Building on this, the temporal dynamics play a crucial role in analysing the patterns of NO₂. To dissect how each factor influences NO₂ levels at distinct times, we implemented two distinct statistical methodologies. Firstly, we employed a spatial regression model for each hour of the day, resulting in 24 unique models. This method helps identify the direct impact of various factors on NO₂ levels at specific hours. Secondly, to explore how each factor may influence future levels of NO₂, we developed a Granger Causality analysis model for each factor (8 models in total). This technique is particularly useful for pinpointing significant temporal lags and understanding the predictive relationship between the factors and subsequent NO₂ concentrations. These approaches allow us to identify not only the immediate effects of factors on NO₂ levels but also their delayed impacts, thus providing a more comprehensive understanding of the temporal dynamics at play. This layered analysis ensures a more nuanced insight into the cyclic and predictive behaviours of NO₂ in relation to traffic and environmental influences.

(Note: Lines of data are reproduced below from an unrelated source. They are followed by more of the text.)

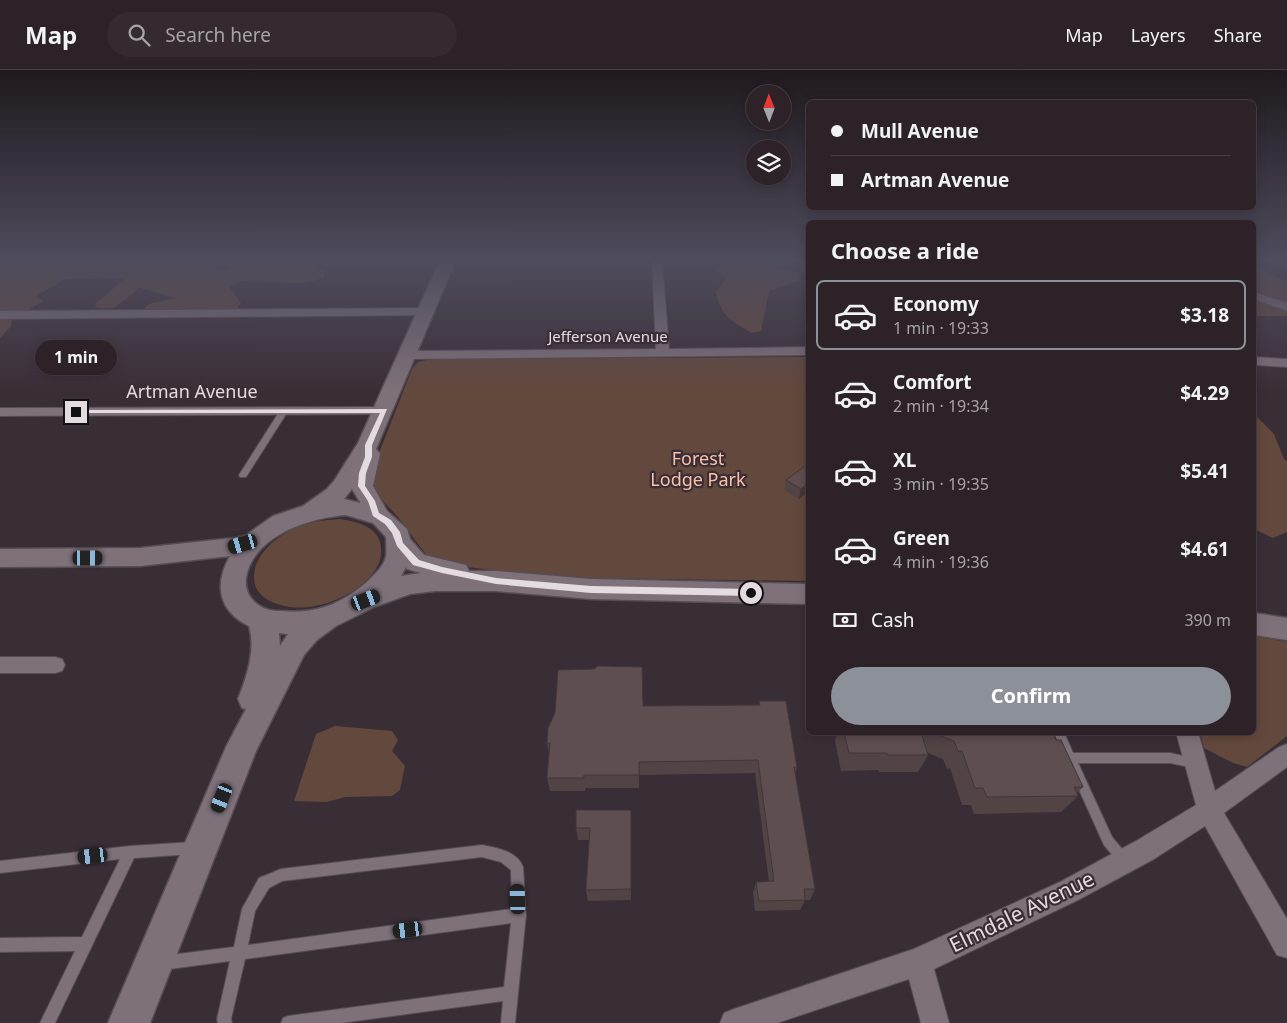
<!DOCTYPE html>
<html lang="en">
<head>
<meta charset="utf-8">
<style>
  :root { --surface:#2c2228; --page:#342a30; --text:#f1f3f6; --muted:#a6a4a8; --line:#483f45; --accent:#8c9099 }
  body { margin:0; font-family:"Noto Sans",sans-serif; background:var(--page); color:var(--text); height:100vh; display:flex; flex-direction:column; font-size:19px; white-space:nowrap }
  * { box-sizing:border-box; margin:0 }
  p { font-size:16px; color:var(--muted) }
  .icon { flex:none; width:28px; height:28px; fill:none; stroke:currentColor; stroke-width:2; stroke-linecap:round; stroke-linejoin:round }
  .map { position:relative; flex:1; overflow:hidden }
  .drawer { position:absolute; left:806px; top:150px; width:450px; height:515px; display:flex; flex-direction:column; background:var(--surface); border-radius:8px; box-shadow:0 2px 12px #0003,0 0 0 1px var(--line) }
  .drawer>* { flex:none }
  .hud { position:absolute; left:806px; top:30px; width:450px; height:110px; border-radius:8px; box-shadow:0 2px 12px #0003,0 0 0 1px var(--line); display:grid; align-content:center; height:110px; padding:0 25px; background:var(--surface) }
  .needle { width:32px; rotate:359deg }
  .buttons { position:absolute; left:746px; top:15px; display:grid; gap:10px }
  .buttons a { display:grid; place-items:center; width:45px; height:45px; border-radius:50%; background:var(--surface); box-shadow:0 2px 12px #0003,0 0 0 1px var(--line); font-size:25px }
  .end { position:absolute; width:22px; height:22px; margin:-11px; border:6px solid #e3dbe0; background:#111; box-shadow:0 0 0 2px #111 }
  .from { border-radius:50% }
  .bubble { position:absolute; height:35px; border-radius:18px; background:var(--surface); box-shadow:0 2px 12px #0003,0 0 0 1px var(--line); font-size:16px; font-weight:700; line-height:35px; text-align:center }
  .car { position:absolute; width:15px; height:30px; margin:-15px -8px; border-radius:6px; box-shadow:0 0 4px 1px #0007; background:linear-gradient(#222 24%,#8ab4d8 0 40%,#222 0 76%,#8ab4d8 0 86%,#222 0) }
  .hud b { display:flex; align-items:center; gap:18px; height:48px; font-size:19px }
  .hud b+b { border-top:1px solid var(--line) }
  .hud i { width:12px; height:12px; background:var(--text) }
  ul { padding:0; list-style:none }
  li { display:flex; align-items:center; gap:15px; height:70px; margin:0 10px 8px; padding:0 15px; border:2px solid transparent; border-radius:8px }
  li div { flex:1 }
  li b { display:block; font-size:19px }
  li em { font-style:normal; font-weight:700 }
  li.selected { border-color:var(--accent) }
  li>.icon { width:45px; height:45px; stroke-width:1.5 }
  h2 { padding:0 25px; font-size:22px; line-height:60px }
  .pay { display:flex; align-items:center; gap:12px; height:55px; padding:0 25px; font-size:19px }
  .pay p { margin-inline-start:auto }
  .cta { display:flex; gap:10px; margin-top:auto; padding:10px 25px }
  .cta a { flex:1; height:58px; border-radius:30px; background:var(--accent); color:#fff; font-size:20px; font-weight:700; line-height:58px; text-align:center }
  header { display:flex; align-items:center; gap:30px; box-sizing:border-box; height:70px; padding:0 25px; background:var(--surface); border-bottom:1px solid var(--line) }
  header strong { font-size:24px }
  nav { display:flex; gap:28px; margin-inline-start:auto; font-size:18px }
  .search { width:350px; height:45px; background:var(--page); display:flex; align-items:center; gap:12px; box-sizing:border-box; padding:0 18px; border-radius:28px; color:var(--muted); font-size:19px }
  .map>svg:first-child { display:block }
</style>
</head>
<body>
<header>
<strong>Map</strong>
<div class="search"><svg class="icon" aria-label="search" viewBox="0 0 24 24"><circle cx="10" cy="10" r="6"/><path d="M15 15l6 6"/></svg>Search here</div>
<nav><a>Map</a><a>Layers</a><a>Share</a></nav>
</header>
<div class="map">
<svg width="1287" height="953" viewBox="0 0 1287 953">
  <rect width="100%" height="100%" fill="#3a2e36"/>
  <path fill="#63483d" d="M0,190h213l2,9 12,2 18,-11h33l-2,4 18,-1 3,-3h30l-2,2 -12,4 11,5v7l-20,5 -62,-2 -13,6 12,16 -4,6h-93l5,-5 27,-6 -38,-11 -3,5 -21,16h-17l-2,-4 30,-26 -60,1 -29,17 7,5 -32,20v5l-11,12z
    M719,190h31l24,8 24,4 3,8 -32,11 -8,40 -9,2c-21,-12 -31,-17 -36,-41l10,-14 -15,-13z
    M1254,190l13,13 20,8v35h-33z
    M809,287v224l-221,-3 -79,-6 -66,-8 -16,-8 -29,-39 -28,-30v-11l42,-107 6,-7 13,-3z
    M1254,344l20,20 10,25 3,2v71l-14,6 -19,-9z
    M340,449c20,3 43,9 41,34 0,16 -16,30 -28,38 -24,15 -57,23 -83,10 -6,-3 -13,-9 -15,-16 -7,-28 24,-52 48,-60 12,-4 24,-5 37,-6z
    M1254,566l33,6v94l-40,31 -14,-4 -29,-15 -4,-15 54,-1z
    M335,656l57,5 6,9 -6,11 13,15 -5,24 -8,6 -47,1 -18,5 -33,-1 22,-67z"/>
  <g fill="none" stroke-linecap="round" stroke-linejoin="round">
    <g stroke="#574d54" stroke-width="2">
      <path id="lane" d="M281,339h3l4,2 -42,66h-6l-1,-2z
        M1053,662h11l9,21h97l28,6 2,4 -2,4 -4,1 -24,-5h-92l34,74 16,19 2,4 -2,4 -4,2 -4,-2 -16,-19z
        M193,772l4,2 2,4 -2,4 -4,2 -59,4 -79,165h-15l35,-72 -75,1v-14l82,-1 38,-78 -120,14v-12l130,-15z
        M482,775c15,3 35,6 41,22l3,48 -11,108h-14l2,-22 -162,22h-60l2,-5 5,-2 216,-29 7,-64 -266,36 -14,60 1,4h-14l-1,-4 13,-58 -68,9 -5,-2 -2,-5 2,-5 5,-2 72,-9 8,-38 17,-31 22,-9zM482,787l19,5 10,8 1,39 -264,36 7,-34 14,-23 13,-7z"/>
    </g>
    <g stroke="#574d54" stroke-width="2">
      <path id="street" d="M652,190h10l7,89 140,-2v8l-401,4 -6,-4 6,-4 248,-2z
        M800,190h9v12l-4,-1z
        M1254,222l33,11v8l-33,-12z
        M424,238l6,4 -2,3 -428,4v-8z
        M1254,287l33,2v8l-33,-2z
        M385,337l5,1 2,3 -2,3 -390,2v-8z
        M0,587h55l7,2 3,6 -3,6 -7,2h-55z
        M1176,662h22l17,59 64,-44 8,-3v23l-63,46 63,106v39l-10,-3 -72,-129 -51,33 -76,41 -144,69 15,54h-28l-12,-44 -132,44h-57l4,-10 10,-4 180,-60 146,-67 76,-41 60,-36z"/>
    </g>
    <g stroke="#574d54" stroke-width="3">
      <path id="secondary" d="M440,190h16l-80,189 4,5 -7,32 14,25 20,18 3,10 14,16 42,10 3,6h27l95,8 218,5v20l-218,-5 -95,-8h-61l-25,3 -36,13 -38,19 -19,14 -13,15 -48,96 -106,272h-42l118,-276 20,-38 -4,-1 -4,-9c9,-23 18,-49 11,-73 -31,-15 -35,-42 -19,-70l-90,10 -140,1v-18l140,-1 93,-10 13,-3 27,-19 30,-10 24,-17 7,-8 24,-38zM352,419l8,13v1l-16,-4zM346,445l27,8 13,14c0,6 1,14 0,19 -2,10 -11,18 -18,25 -26,23 -51,33 -86,30 -10,0 -17,-1 -25,-7 -9,-7 -12,-15 -11,-26 7,-43 64,-60 100,-63zM406,497l1,2 14,4 -20,3zM279,563l9,1 -8,12z
        M1254,543l33,5v22l-33,-5z"/>
    </g>
    <use href="#lane" fill="#7f717a" fill-rule="evenodd"/>
    <use href="#street" fill="#7f717a" fill-rule="evenodd"/>
    <use href="#secondary" fill="#7f717a" fill-rule="evenodd"/>
  </g>
  <path fill="#524345" d="M809,393v33l-4,-2 -6,5 -15,-9 2,-10z
    M759,631l38,66 -2,7 20,115 -5,11h-5l-5,10 -45,1 -2,-18 3,-11h13l-14,-109 -116,2v13h-54v3h-35l-3,-13 2,-25 -2,-10 96,-37 116,-1z
    M838,662h215l30,55 -6,6 1,3 -17,16 -87,2 -3,-9h-9l-12,-37 -3,1 -4,-10 -15,-6v2l-10,17h-39l-1,-2 -37,1 -6,-30z
    M631,740v90l-43,1 -2,-11 3,-50h-11l-2,-12z"/>
  <path fill="#423738" d="M807,414l-2,10 -6,5 2,-10z"/>
  <path fill="#5f4e50" stroke="#423738" d="M809,393v22l-2,-1 -6,5 -15,-9z
    M598,596l44,1 1,39 117,-1 -1,-4h27l11,66h-3l21,122h-11l1,11 -46,1 -3,-19 18,-1 -16,-121 -119,2v13h-55v3h-37l3,-35h-3l1,-15 7,-15 3,-43 36,-1z
    M844,662h77l7,23h-40l-1,-2h-38z
    M930,662h123l3,8h5l22,47h-9l4,9 -91,1 -4,-9h-8l-13,-37h-4l-4,-10z
    M576,740h55v79l-45,1 4,-62h-14z"/>
  <linearGradient id="sky" x2="0" y2="1"><stop stop-color="#20191e"/><stop offset="0.59" stop-color="#4f4c5d"/><stop offset="1" stop-color="#4f4c5d" stop-opacity="0"/></linearGradient>
  <rect width="1287" height="323" fill="url(#sky)"/>
  <path fill="#e3dbe0" d="M387,339l-15,36v12l-6,16 -1,13 10,15 4,12 12,7 9,12 3,11 16,17 23,7 54,11 95,8 160,3 4,4 -4,3 -160,-3 -95,-9 -54,-11 -29,-8 -16,-19 -5,-13 -7,-9 -12,-8 -5,-15 -10,-15 1,-13 6,-16v-12l15,-32h-304l-4,-1 4,-2z"/>
  <g text-anchor="middle" stroke-width="4.5" stroke-linejoin="round" paint-order="stroke">
    <g font-size="15" fill="#e3dbe0" stroke="#3a2e36">
      <text x="608" y="272">Jefferson Avenue</text>
    </g>
    <g font-size="18" fill="#e3dbe0" stroke="#3a2e36">
      <text x="192" y="328">Artman Avenue</text>
    </g>
    <g font-size="18" fill="#fbc0a7" stroke="#3a2e36">
      <text x="698" y="395">Forest<tspan x="698" dy="21">Lodge Park</tspan></text>
    </g>
    <g font-size="21" fill="#e3dbe0" stroke="#3a2e36">
      <text transform="translate(1022 842) rotate(-26)" y="7">Elmdale Avenue</text>
    </g>
  </g>
</svg>
<div class="buttons">
<a><svg class="needle" viewBox="-14 -14 28 28"><path d="M0-13l5 13h-10z" fill="#e53935"/><path d="M0 13l5-13h-10z" fill="#a6a4a8"/></svg></a>
<a><svg class="icon" aria-label="layers" viewBox="0 0 24 24"><path d="M12 4l9 5-9 5-9-5zM3 14l9 5 9-5"/></svg></a>
</div>
<i class="end from" style="left:751px;top:523px"></i>
<i class="end" style="left:76px;top:342px"></i>
<div class="bubble" style="left:35px;top:270px;width:82px">1 min</div>
<i class="car" style="left:243px;top:474px;rotate:254deg"></i>
<i class="car" style="left:88px;top:488px;rotate:90deg"></i>
<i class="car" style="left:366px;top:530px;rotate:69deg"></i>
<i class="car" style="left:222px;top:728px;rotate:202deg"></i>
<i class="car" style="left:93px;top:786px;rotate:263deg"></i>
<i class="car" style="left:518px;top:829px;rotate:358deg"></i>
<i class="car" style="left:408px;top:860px;rotate:263deg"></i>
<div class="hud">
<b><i class="from"></i>Mull Avenue</b>
<b><i></i>Artman Avenue</b>
</div>
<section class="drawer">
<h2>Choose a ride</h2>
<ul>
<li class="selected"><svg class="icon" aria-label="car" viewBox="0 0 24 24"><path d="M5 17H2v-5l4-1 3-4h7l3 4 3 1v5h-3M9 17h6M6 11h13"/><circle cx="7" cy="17" r="2"/><circle cx="17" cy="17" r="2"/></svg><div><b>Economy</b><p>1 min · 19:33</p></div><em>$3.18</em></li>
<li><svg class="icon" aria-label="car" viewBox="0 0 24 24"><path d="M5 17H2v-5l4-1 3-4h7l3 4 3 1v5h-3M9 17h6M6 11h13"/><circle cx="7" cy="17" r="2"/><circle cx="17" cy="17" r="2"/></svg><div><b>Comfort</b><p>2 min · 19:34</p></div><em>$4.29</em></li>
<li><svg class="icon" aria-label="car" viewBox="0 0 24 24"><path d="M5 17H2v-5l4-1 3-4h7l3 4 3 1v5h-3M9 17h6M6 11h13"/><circle cx="7" cy="17" r="2"/><circle cx="17" cy="17" r="2"/></svg><div><b>XL</b><p>3 min · 19:35</p></div><em>$5.41</em></li>
<li><svg class="icon" aria-label="car" viewBox="0 0 24 24"><path d="M5 17H2v-5l4-1 3-4h7l3 4 3 1v5h-3M9 17h6M6 11h13"/><circle cx="7" cy="17" r="2"/><circle cx="17" cy="17" r="2"/></svg><div><b>Green</b><p>4 min · 19:36</p></div><em>$4.61</em></li>
</ul>
<div class="pay"><svg class="icon" aria-label="cash" viewBox="0 0 24 24"><path d="M3 7h18v10H3z"/><circle cx="12" cy="12" r="2"/></svg>Cash<p>390 m</p></div>
<div class="cta"><a>Confirm</a></div>
</section>
</div>
</body>
</html>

Furthering our understanding of the temporal dynamics, Fig. 4 shows a novel visual representation of the NO₂ clock, showcasing statistically significant linear relations between certain factors and NO₂ levels, characterised for each hour of the day. This graphical display helps to encapsulate NO₂ levels and the main associations observed: for instance, trucks exhibit a consistent linear correlation with NO₂ during midday, night, and the early hours of the morning. In contrast, buses tend to influence NO₂ levels predominantly during the morning and afternoon peak traffic periods. Stationary cars contribute to air pollution during the peak morning hours around 10 am, and their influence extends into midday, primarily while idling in traffic jams. This is different from other periods when stationary vehicles, mainly parked, have little or no impact on pollution. During busy traffic, however, the idling of these cars significantly elevates NO₂ levels. Expanding on these observations, the data also reveals that stationary buses notably contribute to NO₂ during the morning rush hours (8–9 AM). Furthermore, locality factors such as proximity to industrial areas (within a one-mile radius) demonstrate a substantial effect on NO₂ concentrations during specific times-specifically in the evening (7–8 PM) and early morning hours. These insights underscore not only the diverse temporal relationships between different vehicles and NO₂ concentrations but also illuminate the role of geographic and stationary factors in influencing air quality at different times of the day. This level of detail enriches our understanding of urban air pollution dynamics and highlights the critical interplay between temporal, vehicular, and locational determinants in shaping urban NO₂ levels.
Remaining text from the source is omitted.